Exercise instructions
The answer must be every line of the records below that contains the word "stream".

[Stored records]
- Opening Delimiter -

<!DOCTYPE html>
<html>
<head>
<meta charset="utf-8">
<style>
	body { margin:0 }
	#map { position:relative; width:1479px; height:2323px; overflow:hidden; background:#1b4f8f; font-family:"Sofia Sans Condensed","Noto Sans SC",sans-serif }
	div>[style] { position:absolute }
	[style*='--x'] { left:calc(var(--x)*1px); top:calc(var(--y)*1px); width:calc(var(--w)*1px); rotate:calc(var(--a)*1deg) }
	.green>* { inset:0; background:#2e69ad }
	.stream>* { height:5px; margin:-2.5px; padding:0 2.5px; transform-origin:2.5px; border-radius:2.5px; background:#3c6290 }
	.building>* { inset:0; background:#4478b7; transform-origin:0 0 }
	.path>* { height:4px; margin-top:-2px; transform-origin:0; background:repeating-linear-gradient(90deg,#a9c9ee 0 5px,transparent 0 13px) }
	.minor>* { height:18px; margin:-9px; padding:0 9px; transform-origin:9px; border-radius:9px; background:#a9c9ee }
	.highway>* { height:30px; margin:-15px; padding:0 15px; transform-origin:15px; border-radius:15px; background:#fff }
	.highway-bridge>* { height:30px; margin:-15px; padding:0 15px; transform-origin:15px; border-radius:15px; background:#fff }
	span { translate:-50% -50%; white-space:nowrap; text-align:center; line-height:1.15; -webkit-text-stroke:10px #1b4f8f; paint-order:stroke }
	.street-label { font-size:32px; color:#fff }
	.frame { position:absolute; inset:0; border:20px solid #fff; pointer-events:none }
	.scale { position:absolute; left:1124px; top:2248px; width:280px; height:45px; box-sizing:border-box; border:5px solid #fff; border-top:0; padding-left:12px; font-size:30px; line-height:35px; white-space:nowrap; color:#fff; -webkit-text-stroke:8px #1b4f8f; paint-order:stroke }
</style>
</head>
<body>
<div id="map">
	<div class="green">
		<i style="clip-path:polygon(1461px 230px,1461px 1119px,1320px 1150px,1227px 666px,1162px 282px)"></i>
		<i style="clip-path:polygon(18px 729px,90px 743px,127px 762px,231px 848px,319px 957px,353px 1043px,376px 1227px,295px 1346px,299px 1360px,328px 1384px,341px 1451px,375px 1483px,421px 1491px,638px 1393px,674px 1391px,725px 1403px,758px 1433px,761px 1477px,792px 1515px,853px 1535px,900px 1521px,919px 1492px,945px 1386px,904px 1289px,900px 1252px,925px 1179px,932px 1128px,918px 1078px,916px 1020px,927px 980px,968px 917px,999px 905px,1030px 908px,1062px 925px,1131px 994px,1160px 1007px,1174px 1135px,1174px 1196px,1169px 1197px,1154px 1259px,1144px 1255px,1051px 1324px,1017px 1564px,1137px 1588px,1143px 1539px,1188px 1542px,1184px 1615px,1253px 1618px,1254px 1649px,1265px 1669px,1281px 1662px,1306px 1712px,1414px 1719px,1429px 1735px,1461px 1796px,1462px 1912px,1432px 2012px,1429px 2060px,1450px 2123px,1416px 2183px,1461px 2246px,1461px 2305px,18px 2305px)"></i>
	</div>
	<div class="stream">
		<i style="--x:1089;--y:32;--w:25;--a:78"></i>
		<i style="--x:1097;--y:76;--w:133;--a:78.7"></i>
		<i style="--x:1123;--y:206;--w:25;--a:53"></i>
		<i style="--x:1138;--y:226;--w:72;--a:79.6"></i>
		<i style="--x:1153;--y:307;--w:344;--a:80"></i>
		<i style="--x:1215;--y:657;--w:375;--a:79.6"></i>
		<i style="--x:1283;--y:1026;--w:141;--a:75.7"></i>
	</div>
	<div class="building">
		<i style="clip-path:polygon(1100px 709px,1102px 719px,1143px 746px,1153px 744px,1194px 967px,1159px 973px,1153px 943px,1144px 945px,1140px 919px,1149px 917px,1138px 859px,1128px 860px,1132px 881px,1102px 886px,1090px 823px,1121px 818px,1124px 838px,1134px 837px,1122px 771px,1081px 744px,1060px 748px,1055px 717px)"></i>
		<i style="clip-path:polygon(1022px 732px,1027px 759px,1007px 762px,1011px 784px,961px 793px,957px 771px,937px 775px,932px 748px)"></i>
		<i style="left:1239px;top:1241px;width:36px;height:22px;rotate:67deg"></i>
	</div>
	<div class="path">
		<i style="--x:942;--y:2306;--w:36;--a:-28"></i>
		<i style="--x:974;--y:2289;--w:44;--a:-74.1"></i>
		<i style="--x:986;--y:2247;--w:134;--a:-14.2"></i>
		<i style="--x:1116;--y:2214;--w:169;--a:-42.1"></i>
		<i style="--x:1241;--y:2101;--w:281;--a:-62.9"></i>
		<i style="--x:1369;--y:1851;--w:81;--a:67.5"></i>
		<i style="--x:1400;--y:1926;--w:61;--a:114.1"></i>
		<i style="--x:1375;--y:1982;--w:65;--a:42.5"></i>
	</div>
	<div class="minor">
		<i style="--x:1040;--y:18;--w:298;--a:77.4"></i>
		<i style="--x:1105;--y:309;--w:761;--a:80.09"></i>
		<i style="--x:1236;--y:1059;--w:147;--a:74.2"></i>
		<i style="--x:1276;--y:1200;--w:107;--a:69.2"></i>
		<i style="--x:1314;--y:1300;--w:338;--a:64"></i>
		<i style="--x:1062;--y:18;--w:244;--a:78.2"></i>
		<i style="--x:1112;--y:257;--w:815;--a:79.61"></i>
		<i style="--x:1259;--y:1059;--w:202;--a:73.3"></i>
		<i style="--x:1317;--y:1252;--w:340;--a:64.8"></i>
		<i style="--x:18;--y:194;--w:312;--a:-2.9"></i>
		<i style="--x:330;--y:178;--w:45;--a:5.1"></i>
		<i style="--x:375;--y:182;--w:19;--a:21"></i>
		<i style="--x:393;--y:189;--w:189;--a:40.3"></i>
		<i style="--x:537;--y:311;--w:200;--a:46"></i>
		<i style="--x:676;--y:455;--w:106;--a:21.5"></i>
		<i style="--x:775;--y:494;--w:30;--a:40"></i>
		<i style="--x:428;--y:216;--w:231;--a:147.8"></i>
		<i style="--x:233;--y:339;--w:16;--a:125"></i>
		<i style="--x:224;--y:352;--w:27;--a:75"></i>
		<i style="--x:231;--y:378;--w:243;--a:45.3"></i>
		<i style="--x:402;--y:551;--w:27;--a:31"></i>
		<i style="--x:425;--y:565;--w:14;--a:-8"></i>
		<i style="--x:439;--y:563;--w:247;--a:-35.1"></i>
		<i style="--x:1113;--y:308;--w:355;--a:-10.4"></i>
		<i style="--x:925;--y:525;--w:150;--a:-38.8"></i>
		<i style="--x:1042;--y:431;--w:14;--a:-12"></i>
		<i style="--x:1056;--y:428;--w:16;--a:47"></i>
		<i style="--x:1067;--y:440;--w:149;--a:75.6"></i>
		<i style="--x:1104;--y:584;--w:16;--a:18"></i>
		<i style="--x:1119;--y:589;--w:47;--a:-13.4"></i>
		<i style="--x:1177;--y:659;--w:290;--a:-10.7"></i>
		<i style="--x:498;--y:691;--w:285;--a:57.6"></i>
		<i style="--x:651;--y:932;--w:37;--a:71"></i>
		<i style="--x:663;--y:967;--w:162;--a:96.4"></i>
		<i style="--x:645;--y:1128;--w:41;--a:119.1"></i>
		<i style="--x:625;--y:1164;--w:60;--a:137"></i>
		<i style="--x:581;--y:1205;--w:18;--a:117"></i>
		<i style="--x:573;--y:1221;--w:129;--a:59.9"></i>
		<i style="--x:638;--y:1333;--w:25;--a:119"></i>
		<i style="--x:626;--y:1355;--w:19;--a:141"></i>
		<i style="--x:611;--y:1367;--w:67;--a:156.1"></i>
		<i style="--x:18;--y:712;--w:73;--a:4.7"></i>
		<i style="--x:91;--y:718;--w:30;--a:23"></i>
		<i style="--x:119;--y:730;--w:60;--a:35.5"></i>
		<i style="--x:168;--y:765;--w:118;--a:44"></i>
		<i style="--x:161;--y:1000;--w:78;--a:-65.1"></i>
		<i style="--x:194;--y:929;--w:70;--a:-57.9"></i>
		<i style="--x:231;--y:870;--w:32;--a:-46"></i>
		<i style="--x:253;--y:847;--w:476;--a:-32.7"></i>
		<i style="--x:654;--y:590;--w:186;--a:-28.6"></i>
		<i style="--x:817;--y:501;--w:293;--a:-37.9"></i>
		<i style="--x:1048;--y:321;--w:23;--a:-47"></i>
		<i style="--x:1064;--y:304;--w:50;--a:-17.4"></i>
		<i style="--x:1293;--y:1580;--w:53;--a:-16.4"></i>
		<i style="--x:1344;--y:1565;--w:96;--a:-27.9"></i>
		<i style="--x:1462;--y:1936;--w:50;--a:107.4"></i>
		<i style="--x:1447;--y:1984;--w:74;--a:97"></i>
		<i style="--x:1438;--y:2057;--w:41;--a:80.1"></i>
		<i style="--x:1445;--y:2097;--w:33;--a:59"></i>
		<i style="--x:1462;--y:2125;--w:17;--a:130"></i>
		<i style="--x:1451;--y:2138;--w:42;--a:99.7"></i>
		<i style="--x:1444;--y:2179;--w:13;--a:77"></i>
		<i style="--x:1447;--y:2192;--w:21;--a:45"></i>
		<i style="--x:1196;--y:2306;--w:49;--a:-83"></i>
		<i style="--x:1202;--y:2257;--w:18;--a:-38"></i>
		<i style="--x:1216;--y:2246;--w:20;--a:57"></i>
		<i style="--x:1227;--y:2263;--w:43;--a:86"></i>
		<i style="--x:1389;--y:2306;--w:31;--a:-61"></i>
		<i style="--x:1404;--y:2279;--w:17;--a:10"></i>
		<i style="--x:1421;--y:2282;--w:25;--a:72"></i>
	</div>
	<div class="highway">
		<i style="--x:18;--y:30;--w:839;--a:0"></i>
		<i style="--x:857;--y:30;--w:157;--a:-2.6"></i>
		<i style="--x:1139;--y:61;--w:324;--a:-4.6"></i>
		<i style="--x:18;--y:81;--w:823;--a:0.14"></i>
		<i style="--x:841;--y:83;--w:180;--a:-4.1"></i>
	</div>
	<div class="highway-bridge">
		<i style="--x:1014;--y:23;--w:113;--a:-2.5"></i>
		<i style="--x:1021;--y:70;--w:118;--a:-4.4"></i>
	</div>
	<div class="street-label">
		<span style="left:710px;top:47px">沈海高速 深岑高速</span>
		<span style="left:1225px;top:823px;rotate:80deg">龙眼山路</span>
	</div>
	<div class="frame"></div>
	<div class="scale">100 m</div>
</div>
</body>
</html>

- Closing Delimiter -

Output for this task
	.stream>* { height:5px; margin:-2.5px; padding:0 2.5px; transform-origin:2.5px; border-radius:2.5px; background:#3c6290 }
	<div class="stream">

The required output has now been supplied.